▶ Work task
Each line from the beginning of the entries below through the line that includes "position:absolute; left:1926px; top:1316px;" must be returned exactly as given.

━━━━━ Data shown ━━━━━

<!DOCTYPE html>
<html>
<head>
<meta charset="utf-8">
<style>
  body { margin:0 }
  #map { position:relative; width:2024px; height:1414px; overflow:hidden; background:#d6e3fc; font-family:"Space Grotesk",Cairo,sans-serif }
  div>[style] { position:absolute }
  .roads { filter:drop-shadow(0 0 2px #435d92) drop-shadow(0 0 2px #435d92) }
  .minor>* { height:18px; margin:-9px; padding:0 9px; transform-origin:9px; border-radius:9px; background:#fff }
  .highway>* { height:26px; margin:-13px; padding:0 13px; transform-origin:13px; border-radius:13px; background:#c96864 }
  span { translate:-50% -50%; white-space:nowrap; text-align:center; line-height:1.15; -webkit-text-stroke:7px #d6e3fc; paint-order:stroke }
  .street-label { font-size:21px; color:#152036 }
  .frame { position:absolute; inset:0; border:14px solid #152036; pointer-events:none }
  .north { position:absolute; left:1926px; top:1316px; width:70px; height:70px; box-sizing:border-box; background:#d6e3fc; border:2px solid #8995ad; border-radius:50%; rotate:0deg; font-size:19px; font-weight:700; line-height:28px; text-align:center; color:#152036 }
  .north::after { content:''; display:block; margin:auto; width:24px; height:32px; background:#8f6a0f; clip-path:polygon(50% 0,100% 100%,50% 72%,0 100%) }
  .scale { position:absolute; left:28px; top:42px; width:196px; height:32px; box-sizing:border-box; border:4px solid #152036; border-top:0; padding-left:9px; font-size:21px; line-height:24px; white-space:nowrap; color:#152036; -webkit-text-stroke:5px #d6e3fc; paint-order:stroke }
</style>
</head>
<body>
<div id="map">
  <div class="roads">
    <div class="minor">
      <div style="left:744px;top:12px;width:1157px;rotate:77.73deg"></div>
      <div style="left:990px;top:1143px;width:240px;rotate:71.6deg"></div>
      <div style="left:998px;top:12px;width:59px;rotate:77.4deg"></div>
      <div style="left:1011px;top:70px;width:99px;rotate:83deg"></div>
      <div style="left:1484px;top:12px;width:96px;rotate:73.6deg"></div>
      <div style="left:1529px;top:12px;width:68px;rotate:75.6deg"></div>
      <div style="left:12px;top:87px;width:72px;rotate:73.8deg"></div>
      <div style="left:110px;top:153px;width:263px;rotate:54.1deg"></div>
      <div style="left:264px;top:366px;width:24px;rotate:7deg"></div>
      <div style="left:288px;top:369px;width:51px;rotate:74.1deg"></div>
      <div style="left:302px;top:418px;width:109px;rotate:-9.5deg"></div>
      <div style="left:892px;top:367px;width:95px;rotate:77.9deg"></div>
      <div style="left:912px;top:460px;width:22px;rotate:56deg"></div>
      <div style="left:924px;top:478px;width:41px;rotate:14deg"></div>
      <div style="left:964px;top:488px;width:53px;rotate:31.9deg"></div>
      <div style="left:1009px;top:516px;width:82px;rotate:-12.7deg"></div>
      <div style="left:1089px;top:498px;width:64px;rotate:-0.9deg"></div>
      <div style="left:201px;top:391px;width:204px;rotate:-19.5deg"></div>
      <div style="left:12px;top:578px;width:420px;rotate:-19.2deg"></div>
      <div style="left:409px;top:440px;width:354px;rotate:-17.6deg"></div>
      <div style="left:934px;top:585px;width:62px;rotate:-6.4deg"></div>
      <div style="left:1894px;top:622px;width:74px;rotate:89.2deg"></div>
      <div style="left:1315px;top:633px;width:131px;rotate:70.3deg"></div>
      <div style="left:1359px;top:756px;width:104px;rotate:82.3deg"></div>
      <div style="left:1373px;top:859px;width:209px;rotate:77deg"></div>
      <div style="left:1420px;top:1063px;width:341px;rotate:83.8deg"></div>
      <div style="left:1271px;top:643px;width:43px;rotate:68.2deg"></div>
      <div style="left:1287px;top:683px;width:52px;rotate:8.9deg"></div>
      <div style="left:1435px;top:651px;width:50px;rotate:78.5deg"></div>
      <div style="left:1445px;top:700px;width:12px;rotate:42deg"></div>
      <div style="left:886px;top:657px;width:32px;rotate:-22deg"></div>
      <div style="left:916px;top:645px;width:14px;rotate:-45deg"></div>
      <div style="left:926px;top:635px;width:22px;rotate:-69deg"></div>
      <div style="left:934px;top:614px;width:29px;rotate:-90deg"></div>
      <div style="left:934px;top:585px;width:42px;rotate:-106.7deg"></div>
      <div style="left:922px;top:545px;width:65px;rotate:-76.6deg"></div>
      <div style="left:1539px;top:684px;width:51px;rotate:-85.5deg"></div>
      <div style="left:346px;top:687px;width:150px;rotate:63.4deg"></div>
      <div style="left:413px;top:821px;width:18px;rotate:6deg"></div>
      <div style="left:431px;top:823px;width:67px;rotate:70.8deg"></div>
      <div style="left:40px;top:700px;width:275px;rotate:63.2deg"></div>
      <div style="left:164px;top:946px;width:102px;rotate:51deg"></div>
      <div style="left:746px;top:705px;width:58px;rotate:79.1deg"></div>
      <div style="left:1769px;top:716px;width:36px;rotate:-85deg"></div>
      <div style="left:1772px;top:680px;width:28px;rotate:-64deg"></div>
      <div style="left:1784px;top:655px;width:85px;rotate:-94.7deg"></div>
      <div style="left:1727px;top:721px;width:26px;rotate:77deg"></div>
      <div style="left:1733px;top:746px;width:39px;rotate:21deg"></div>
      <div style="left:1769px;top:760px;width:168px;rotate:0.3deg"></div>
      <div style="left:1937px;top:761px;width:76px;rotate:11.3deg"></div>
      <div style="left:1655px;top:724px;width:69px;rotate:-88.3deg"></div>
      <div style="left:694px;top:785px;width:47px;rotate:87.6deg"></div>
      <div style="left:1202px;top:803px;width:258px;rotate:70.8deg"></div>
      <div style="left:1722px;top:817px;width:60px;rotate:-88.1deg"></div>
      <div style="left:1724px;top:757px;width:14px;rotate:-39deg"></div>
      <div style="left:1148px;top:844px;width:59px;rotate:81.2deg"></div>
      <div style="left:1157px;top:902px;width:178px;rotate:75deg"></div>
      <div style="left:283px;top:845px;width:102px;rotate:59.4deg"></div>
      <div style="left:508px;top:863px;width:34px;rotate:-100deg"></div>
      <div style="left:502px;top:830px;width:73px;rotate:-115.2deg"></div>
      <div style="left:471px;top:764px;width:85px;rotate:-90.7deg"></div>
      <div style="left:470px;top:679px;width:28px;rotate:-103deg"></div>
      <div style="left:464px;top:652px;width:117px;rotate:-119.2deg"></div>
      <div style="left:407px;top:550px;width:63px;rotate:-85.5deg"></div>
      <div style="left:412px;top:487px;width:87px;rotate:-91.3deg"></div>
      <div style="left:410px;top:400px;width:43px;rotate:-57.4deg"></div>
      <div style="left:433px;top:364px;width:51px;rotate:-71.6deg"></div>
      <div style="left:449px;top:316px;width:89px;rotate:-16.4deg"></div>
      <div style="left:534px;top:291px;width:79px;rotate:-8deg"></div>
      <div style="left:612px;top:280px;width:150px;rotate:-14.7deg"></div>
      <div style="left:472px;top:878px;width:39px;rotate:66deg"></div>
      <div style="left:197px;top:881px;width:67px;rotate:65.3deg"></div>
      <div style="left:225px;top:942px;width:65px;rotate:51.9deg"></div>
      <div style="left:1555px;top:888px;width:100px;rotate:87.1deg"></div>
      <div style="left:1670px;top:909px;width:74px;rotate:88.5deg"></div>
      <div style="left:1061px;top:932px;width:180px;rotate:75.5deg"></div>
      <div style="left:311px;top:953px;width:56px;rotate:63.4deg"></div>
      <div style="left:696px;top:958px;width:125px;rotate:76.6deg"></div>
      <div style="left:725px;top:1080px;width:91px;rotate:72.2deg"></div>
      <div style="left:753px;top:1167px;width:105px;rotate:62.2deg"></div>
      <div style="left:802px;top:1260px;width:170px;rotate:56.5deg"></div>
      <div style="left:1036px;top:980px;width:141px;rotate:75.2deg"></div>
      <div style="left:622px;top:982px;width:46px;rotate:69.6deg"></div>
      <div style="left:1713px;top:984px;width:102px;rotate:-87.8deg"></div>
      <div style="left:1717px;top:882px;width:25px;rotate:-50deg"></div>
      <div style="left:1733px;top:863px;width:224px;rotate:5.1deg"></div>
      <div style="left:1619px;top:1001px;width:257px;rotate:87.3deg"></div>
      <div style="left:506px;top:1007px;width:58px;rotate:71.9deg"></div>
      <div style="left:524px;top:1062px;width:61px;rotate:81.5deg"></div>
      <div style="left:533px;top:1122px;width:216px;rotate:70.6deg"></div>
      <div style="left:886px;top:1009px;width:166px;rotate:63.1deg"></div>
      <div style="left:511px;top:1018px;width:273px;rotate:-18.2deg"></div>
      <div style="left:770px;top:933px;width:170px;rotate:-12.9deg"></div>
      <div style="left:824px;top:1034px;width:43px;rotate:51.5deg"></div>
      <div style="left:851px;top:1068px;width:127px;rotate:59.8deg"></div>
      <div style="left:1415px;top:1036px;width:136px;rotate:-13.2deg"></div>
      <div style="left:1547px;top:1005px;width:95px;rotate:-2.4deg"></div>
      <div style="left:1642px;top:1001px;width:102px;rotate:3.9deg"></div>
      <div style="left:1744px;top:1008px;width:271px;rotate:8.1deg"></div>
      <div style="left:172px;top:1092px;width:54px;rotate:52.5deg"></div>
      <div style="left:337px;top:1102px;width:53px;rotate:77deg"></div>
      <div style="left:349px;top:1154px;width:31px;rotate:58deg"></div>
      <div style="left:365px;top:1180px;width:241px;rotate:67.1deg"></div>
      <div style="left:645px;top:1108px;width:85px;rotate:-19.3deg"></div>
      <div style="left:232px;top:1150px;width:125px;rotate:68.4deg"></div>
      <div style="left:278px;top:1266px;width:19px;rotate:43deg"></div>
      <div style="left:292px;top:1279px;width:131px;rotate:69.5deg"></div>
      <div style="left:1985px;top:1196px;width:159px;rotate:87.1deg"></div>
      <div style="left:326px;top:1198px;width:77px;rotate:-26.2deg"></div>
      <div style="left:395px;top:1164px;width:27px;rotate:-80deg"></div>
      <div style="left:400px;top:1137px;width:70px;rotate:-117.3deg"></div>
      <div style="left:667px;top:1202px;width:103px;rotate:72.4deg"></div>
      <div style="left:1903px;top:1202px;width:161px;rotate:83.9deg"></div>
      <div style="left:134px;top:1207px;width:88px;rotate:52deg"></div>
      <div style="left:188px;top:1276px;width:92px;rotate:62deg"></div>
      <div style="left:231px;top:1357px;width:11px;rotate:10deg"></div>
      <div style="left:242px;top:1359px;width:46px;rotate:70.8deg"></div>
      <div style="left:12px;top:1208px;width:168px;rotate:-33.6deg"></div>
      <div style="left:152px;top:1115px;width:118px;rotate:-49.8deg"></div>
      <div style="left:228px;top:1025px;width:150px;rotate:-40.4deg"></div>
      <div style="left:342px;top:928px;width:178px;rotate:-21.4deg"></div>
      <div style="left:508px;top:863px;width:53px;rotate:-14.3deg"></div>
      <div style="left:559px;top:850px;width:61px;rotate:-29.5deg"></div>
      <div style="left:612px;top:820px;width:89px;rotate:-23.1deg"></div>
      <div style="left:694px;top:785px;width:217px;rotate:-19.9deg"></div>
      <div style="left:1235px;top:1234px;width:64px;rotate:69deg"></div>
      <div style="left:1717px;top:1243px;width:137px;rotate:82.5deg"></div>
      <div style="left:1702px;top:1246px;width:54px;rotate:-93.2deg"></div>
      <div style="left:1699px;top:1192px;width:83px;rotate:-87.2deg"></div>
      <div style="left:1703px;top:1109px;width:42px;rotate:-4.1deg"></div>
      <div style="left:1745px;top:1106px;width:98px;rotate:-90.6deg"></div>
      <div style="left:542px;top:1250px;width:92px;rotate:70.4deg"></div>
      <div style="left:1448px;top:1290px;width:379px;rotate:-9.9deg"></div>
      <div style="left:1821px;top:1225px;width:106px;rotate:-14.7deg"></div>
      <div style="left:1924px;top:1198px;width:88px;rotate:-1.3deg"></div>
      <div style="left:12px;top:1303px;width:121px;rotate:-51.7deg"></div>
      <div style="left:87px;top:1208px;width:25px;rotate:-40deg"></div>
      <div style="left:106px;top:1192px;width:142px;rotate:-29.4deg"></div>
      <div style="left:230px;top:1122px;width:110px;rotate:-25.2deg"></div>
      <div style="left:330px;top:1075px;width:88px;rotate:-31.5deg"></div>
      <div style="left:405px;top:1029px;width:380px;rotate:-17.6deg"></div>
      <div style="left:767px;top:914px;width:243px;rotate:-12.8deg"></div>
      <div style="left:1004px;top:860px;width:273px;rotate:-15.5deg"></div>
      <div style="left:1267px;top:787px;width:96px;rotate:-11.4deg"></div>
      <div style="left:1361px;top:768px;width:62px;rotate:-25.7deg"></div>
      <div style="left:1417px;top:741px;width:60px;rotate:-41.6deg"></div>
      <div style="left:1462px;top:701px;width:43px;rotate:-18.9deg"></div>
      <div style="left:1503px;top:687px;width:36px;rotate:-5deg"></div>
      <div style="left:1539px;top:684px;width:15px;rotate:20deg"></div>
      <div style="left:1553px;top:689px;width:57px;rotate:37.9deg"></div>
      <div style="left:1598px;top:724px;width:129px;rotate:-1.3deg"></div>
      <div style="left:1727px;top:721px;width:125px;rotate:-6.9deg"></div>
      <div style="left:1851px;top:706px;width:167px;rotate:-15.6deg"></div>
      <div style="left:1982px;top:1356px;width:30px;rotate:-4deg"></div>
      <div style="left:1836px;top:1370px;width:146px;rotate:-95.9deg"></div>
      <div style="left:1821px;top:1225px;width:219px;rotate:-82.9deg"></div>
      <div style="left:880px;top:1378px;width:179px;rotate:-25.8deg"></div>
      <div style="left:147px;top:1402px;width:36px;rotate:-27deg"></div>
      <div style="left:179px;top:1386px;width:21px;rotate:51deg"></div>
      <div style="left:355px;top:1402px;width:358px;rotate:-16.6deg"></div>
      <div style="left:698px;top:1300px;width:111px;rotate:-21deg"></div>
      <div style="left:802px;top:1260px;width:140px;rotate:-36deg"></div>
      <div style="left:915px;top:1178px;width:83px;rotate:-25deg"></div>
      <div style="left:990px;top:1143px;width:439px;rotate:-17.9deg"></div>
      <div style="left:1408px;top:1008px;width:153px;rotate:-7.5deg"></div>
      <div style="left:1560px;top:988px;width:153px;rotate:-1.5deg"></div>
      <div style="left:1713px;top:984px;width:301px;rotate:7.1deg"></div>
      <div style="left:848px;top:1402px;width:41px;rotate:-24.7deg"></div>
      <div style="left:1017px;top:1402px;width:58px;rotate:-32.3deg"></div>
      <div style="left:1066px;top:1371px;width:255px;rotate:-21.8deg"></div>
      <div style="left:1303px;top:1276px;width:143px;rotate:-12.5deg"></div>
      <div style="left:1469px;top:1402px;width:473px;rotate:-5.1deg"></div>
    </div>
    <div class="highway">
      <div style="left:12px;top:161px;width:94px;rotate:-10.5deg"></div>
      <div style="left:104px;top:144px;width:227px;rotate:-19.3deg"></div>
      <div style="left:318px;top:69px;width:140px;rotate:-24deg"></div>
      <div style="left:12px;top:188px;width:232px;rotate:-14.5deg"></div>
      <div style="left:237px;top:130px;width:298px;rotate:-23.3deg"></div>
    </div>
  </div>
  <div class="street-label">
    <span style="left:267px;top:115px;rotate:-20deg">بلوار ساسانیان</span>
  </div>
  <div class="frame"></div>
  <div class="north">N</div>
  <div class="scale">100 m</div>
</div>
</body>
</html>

━━━━━

▶ Answer space
<!DOCTYPE html>
<html>
<head>
<meta charset="utf-8">
<style>
  body { margin:0 }
  #map { position:relative; width:2024px; height:1414px; overflow:hidden; background:#d6e3fc; font-family:"Space Grotesk",Cairo,sans-serif }
  div>[style] { position:absolute }
  .roads { filter:drop-shadow(0 0 2px #435d92) drop-shadow(0 0 2px #435d92) }
  .minor>* { height:18px; margin:-9px; padding:0 9px; transform-origin:9px; border-radius:9px; background:#fff }
  .highway>* { height:26px; margin:-13px; padding:0 13px; transform-origin:13px; border-radius:13px; background:#c96864 }
  span { translate:-50% -50%; white-space:nowrap; text-align:center; line-height:1.15; -webkit-text-stroke:7px #d6e3fc; paint-order:stroke }
  .street-label { font-size:21px; color:#152036 }
  .frame { position:absolute; inset:0; border:14px solid #152036; pointer-events:none }
  .north { position:absolute; left:1926px; top:1316px; width:70px; height:70px; box-sizing:border-box; background:#d6e3fc; border:2px solid #8995ad; border-radius:50%; rotate:0deg; font-size:19px; font-weight:700; line-height:28px; text-align:center; color:#152036 }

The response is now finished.